O VELHO NA ESTRADA DESERTA
Como num sonho povoado de inquietações desencontradas, transbordando figuras fantasmagóricas inexplicáveis capazes de provocar temores e tremores, vi-me numa enorme estrada deserta povoada pelo silêncio aterrador. Aqui e ali árvores secas, crestadas pelo sol, arbustos acinzentados de poeira acumulada, pedregulhos amontoados uns sobre os outros sob o manto azulado do céu sem nuvens, além do absoluto nada ante meus olhos espantados
Eu estava só, sem compreender, atoleimado, perdido, sem rumo, dormindo ou acordado? Como eu saberia? Era tudo tão completamente estranho e funesto, por demais esquisito e complicado. Havia chegado àquele lugar inóspito e arrepiante por mim mesmo ou ali fora deixado por alguma razão desconhecida e por pessoas que eu jamais vira?
Arrepiei-me dos pés à cabeça quando vi o velhinho com o saco nas costas, cabelos desgrenhados, dentes estragados num sorriso apagado.

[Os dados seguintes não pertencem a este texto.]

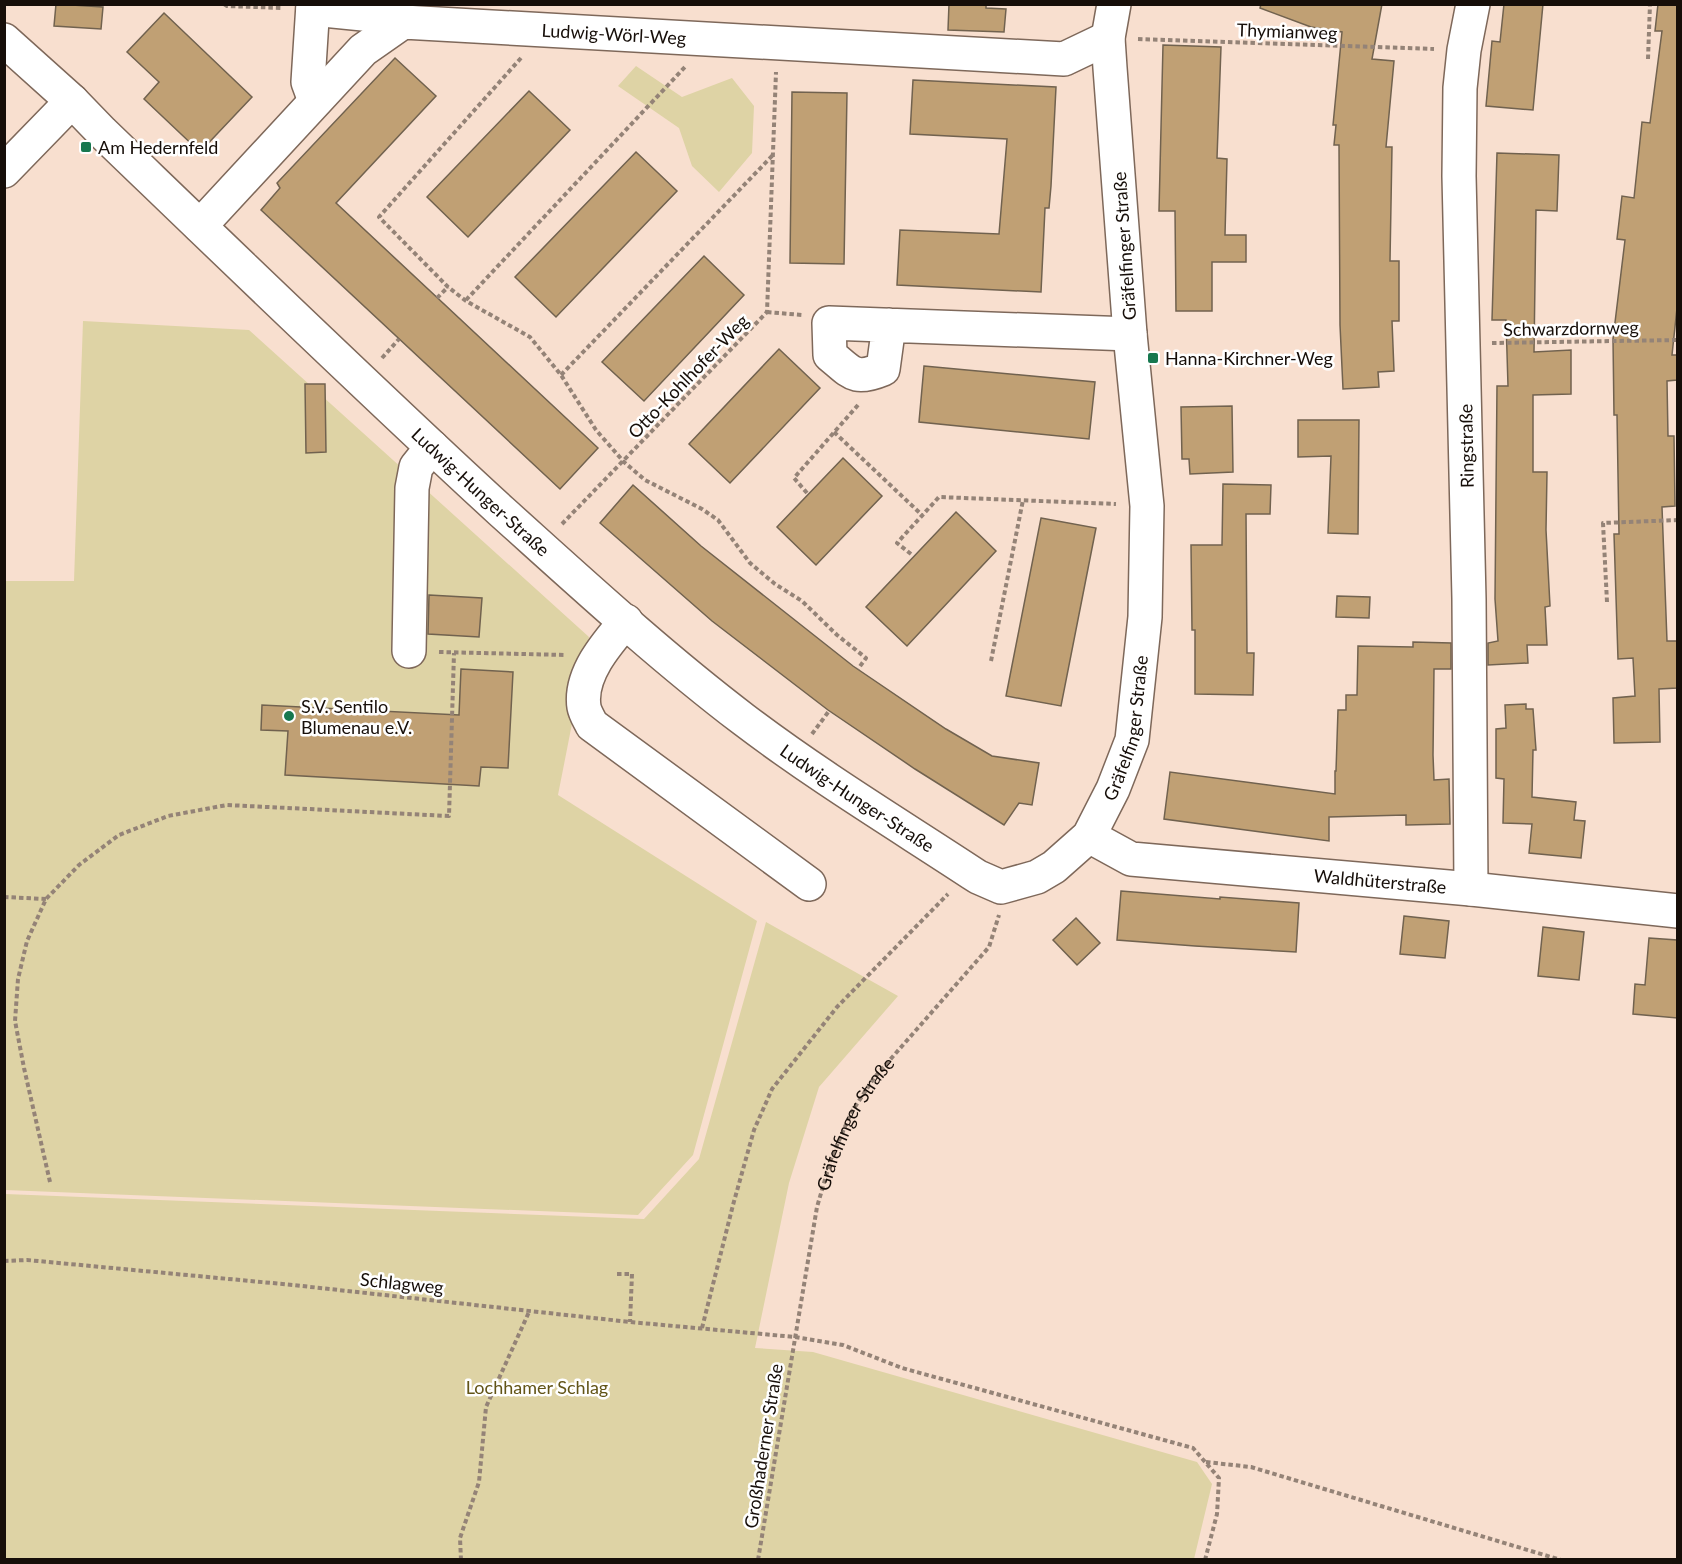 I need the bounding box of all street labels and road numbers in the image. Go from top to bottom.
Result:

Mas o que me chamou toda a minha atenção sobre ele foram seus olhos mortos rodando de um lado para o outro como se numa forçada tentativa de furar a barreira da escuridão. Um horror escabroso, sinistro, pavoroso. Meu primeiro desejo foi sair dali fugindo às pressas, correndo o mais rápido possível, para qualquer lugar longe dali. Então ele falou, e sua voz soava estranhamente cavernosa e assustadora:
_ Ei você! Você! Me ajude, me ajude por favor!"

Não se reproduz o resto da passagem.